An epigenetic switch controls an alternative NR2F2 isoform that unleashes a metastatic program in melanoma
Verónica Dávalos, Claudia D. Lovell, Richard Von Itter, Igor Dolgalev, Praveen Agrawal, Gillian Baptiste, David J. Kahler, Elena Sokolova, Sebastián Morán, Laia Piqué, Eleazar Vega‐Saenz de Miera, Bárbara Fontanals-Cirera, Alcida Karz, Aristotelis Tsirigos, Chi Young Yun, Farbod Darvishian, Heather Etchevers, Iman Osman, Manel Esteller, Markus Schöber, Eva Hernando
Abstract
Metastatic melanoma develops once transformed melanocytic cells begin to de-differentiate into migratory and invasive melanoma cells with neural crest cell (NCC)-like and epithelial-to-mesenchymal transition (EMT)-like features. However, it is still unclear how transformed melanocytes assume a metastatic melanoma cell state. Here, we define DNA methylation changes that accompany metastatic progression in melanoma patients and discover Nuclear Receptor Subfamily 2 Group F, Member 2 - isoform 2 (NR2F2-Iso2) as an epigenetically regulated metastasis driver. NR2F2-Iso2 is transcribed from an alternative transcriptional start site (TSS) and it is truncated at the N-terminal end which encodes the NR2F2 DNA-binding domain. We find that NR2F2-Iso2 expression is turned off by DNA methylation when NCCs differentiate into melanocytes. Conversely, this process is reversed during metastatic melanoma progression, when NR2F2-Iso2 becomes increasingly hypomethylated and re-expressed.

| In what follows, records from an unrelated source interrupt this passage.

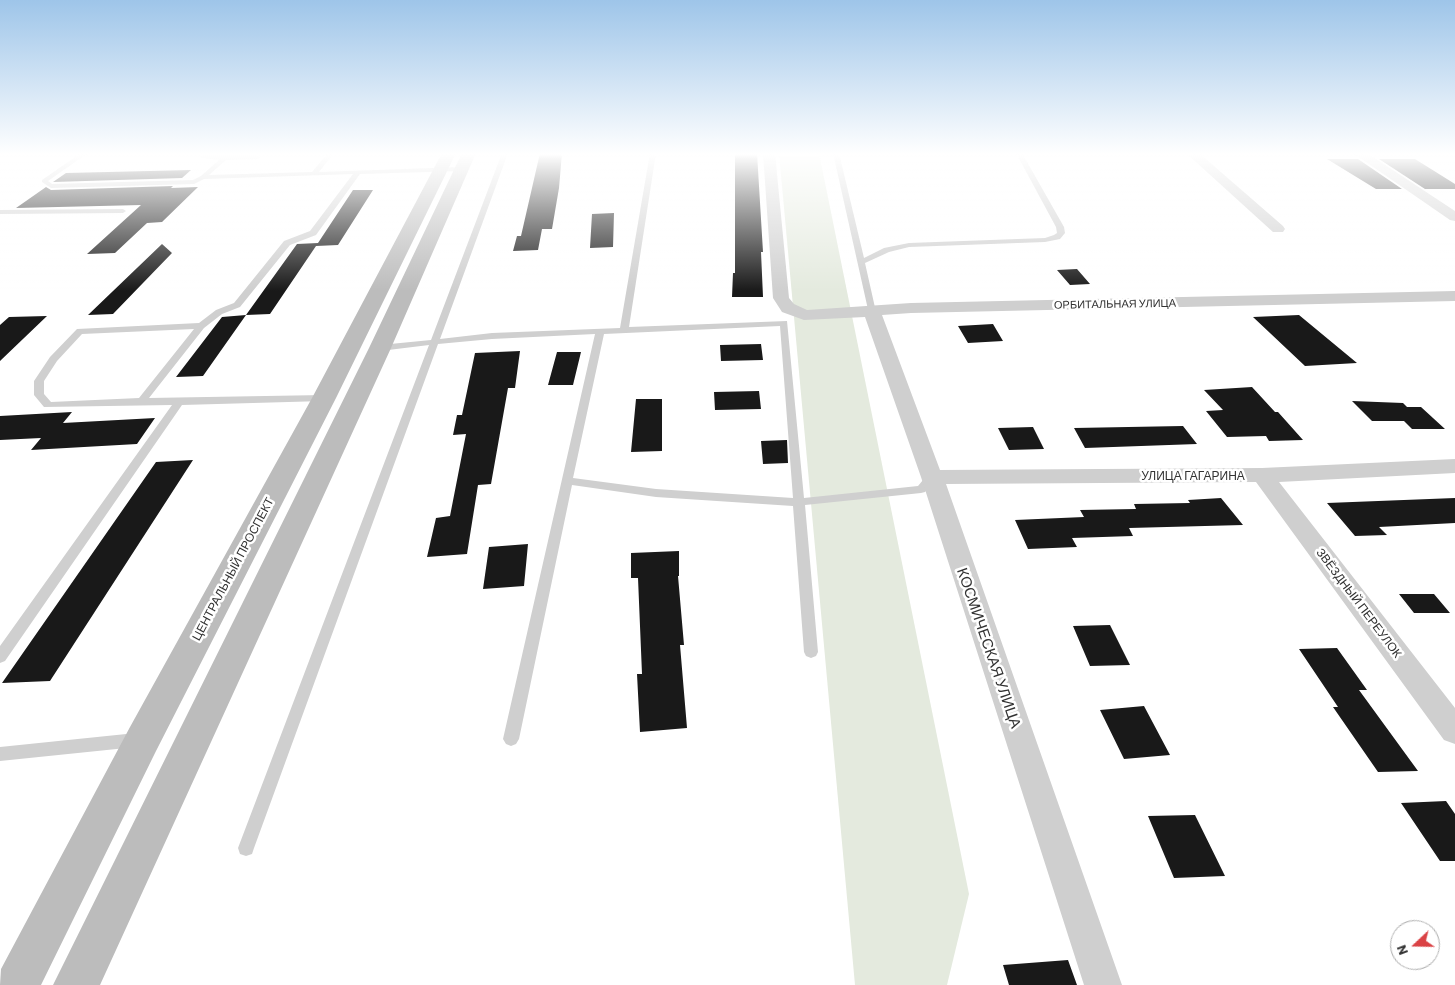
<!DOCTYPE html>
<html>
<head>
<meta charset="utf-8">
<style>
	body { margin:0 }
	#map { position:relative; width:1455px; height:985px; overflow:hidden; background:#fff; font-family:Barlow,sans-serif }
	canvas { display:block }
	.north { position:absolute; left:1390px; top:920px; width:50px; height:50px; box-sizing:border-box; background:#fff; border:1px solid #adadad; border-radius:50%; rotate:249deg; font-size:14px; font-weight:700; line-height:20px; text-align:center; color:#323232 }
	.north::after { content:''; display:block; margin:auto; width:18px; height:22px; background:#da4245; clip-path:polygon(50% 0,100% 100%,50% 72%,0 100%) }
</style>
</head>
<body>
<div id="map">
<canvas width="1455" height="985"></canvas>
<div class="north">N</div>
</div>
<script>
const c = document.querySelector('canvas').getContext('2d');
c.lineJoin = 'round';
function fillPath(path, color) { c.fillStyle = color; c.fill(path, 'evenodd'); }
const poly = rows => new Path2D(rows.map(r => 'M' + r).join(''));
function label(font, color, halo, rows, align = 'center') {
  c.font = font + ' Barlow,sans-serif'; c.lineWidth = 5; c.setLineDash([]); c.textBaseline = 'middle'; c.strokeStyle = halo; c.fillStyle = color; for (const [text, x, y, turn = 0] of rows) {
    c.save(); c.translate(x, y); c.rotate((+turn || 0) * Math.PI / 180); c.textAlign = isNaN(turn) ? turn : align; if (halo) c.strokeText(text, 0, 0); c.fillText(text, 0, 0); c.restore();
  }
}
const green = poly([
	[779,153,819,153,969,894,947,985,855,985]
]);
const building = poly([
	[540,153,562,153,559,188,552,229,542,229,538,250,513,251,517,236,521,236],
	[735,153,757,153,763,252,761,252,763,297,732,297,733,273,735,273],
	[1327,159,1358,159,1402,189,1376,189],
	[1379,159,1415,159,1455,184,1455,189,1425,189],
	[191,170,182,178,53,182,66,173],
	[173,186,171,188,198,187,162,222,147,223,115,253,87,254,141,205,16,208,46,187,51,190],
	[353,190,373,190,338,245,316,246,270,314,246,315,297,244,318,243],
	[614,213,613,247,590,248,592,214],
	[162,244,172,253,113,314,88,315],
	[1077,269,1090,284,1070,285,1057,270],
	[246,315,203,376,176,377,222,317],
	[1299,315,1357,363,1305,366,1253,317],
	[47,316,0,361,0,325,9,317],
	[993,324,1003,341,968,343,958,326],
	[761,344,763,360,721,361,720,345],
	[520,351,515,388,508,388,491,484,478,485,467,554,427,557,436,518,450,516,466,434,453,435,457,415,462,415,475,353],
	[557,352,581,352,573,385,548,385],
	[1252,387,1275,412,1278,412,1303,440,1269,441,1266,436,1227,437,1206,411,1223,410,1204,390],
	[759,391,761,409,715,410,714,392],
	[636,399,662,399,662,451,631,452],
	[1352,401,1403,403,1407,407,1421,407,1445,429,1412,429,1404,421,1372,421],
	[72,412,63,423,155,418,137,444,31,450,41,438,0,440,0,416],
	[1183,426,1197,444,1085,448,1074,428],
	[1033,427,1044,449,1009,450,998,428],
	[787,440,788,463,763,464,761,441],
	[193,460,50,681,2,683,156,462],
	[1221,498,1243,525,1129,528,1133,536,1072,538,1077,547,1028,549,1015,520,1084,517,1080,510,1136,509,1134,504,1190,503,1188,500],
	[1455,498,1455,523,1379,527,1387,535,1355,536,1327,503],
	[528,544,524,586,483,589,489,547],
	[679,551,679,576,678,576,684,645,680,645,687,728,640,732,637,674,642,674,638,578,631,578,631,553],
	[1399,594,1434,594,1450,613,1414,613],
	[1110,625,1130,665,1090,666,1073,626],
	[1337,648,1367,690,1359,690,1418,771,1378,772,1333,707,1338,707,1299,649],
	[1144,706,1170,755,1124,759,1100,710],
	[1446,801,1455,814,1455,861,1440,861,1401,803],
	[1195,815,1225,876,1174,878,1148,816],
	[1068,960,1077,985,1009,985,1003,965]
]);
const lane = poly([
	[81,153,88,153,48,181,52,184,193,180,201,176,219,160,202,158,201,157,205,153,211,153,209,155,257,155,260,157,257,159,226,160,209,175,312,172,328,153,334,153,319,172,461,167,464,169,461,171,360,174,316,235,290,245,240,307,222,314,204,328,149,398,324,395,329,398,324,401,182,405,5,661,0,663,0,646,172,405,44,407,34,395,34,381,50,357,77,329,199,323,216,310,234,303,284,241,310,231,353,174,204,179,194,184,51,188,42,182,42,180,81,153],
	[194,329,139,398,51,402,44,394,44,381,57,361,82,334,194,329],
	[502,153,508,153,440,339,492,333,620,328,650,153,656,153,629,327,787,321,804,498,918,486,928,474,932,473,938,477,925,492,921,493,805,505,818,652,816,656,811,658,806,656,804,652,793,506,656,497,572,485,519,739,516,744,511,746,506,744,503,739,595,334,492,339,438,344,254,848,252,854,246,856,240,854,238,848,429,345,380,351,375,348,380,345,431,340,502,153],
	[780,326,793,498,656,489,573,478,604,334,780,326],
	[833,153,839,153,864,258,884,248,909,243,1045,238,1054,235,1057,233,1056,227,1016,153,1022,153,1064,227,1065,233,1060,239,1045,242,909,247,889,252,865,263,876,312,872,315,869,314,833,153],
	[0,210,123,209,126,211,123,213,0,214,0,210],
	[136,733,141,735,144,740,141,745,136,747,0,761,0,747,136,733]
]);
const street = poly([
	[763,153,775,153,789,298,794,304,807,310,911,303,1455,291,1455,301,911,313,882,315,940,470,1262,468,1455,459,1455,473,1279,482,1455,708,1455,744,1444,740,1256,482,946,484,1122,985,1084,985,921,477,865,317,804,320,782,312,773,298,763,153],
	[1186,153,1199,153,1283,226,1285,229,1283,232,1273,232,1186,153],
	[1353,153,1367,153,1455,211,1455,221,1450,220,1353,153]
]);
const secondary = poly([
	[442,153,456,153,336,398,156,751,41,985,0,985,1,969,130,727,312,398,442,153],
	[462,153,476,153,391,348,100,985,53,985,369,348,462,153]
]);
const farStreetnames = [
	["ОРБИТАЛЬНАЯ УЛИЦА",1115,304,-1]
];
const streetNames = [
	["УЛИЦА ГАГАРИНА",1193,476],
	["ЦЕНТРАЛЬНЫЙ ПРОСПЕКТ",233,569,-62],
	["ЗВЁЗДНЫЙ ПЕРЕУЛОК",1359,603,53]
];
const nearStreetnames = [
	["КОСМИЧЕСКАЯ УЛИЦА",989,648,71]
];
fillPath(green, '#e4eade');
fillPath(building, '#191919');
fillPath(lane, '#cfcfcf');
fillPath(street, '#cfcfcf');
fillPath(secondary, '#bcbcbc');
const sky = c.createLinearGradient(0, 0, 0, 291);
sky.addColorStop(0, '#9ec5e9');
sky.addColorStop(0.53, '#fff');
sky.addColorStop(1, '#ffffff00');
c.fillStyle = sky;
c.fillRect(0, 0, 1455, 291);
label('11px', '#323232', '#fff', farStreetnames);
label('12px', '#323232', '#fff', streetNames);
label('15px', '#323232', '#fff', nearStreetnames);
</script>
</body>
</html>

Our functional and molecular studies suggest that NR2F2-Iso2 drives metastatic melanoma progression by modulating the activity of full-length NR2F2 (Isoform 1) over EMT- and NCC-associated target genes. Our findings indicate that DNA methylation changes play a crucial role during metastatic melanoma progression, and their control of NR2F2 activity allows transformed melanocytes to acquire NCC-like and EMT-like features. This epigenetically regulated transcriptional plasticity facilitates cell state transitions and metastatic spread.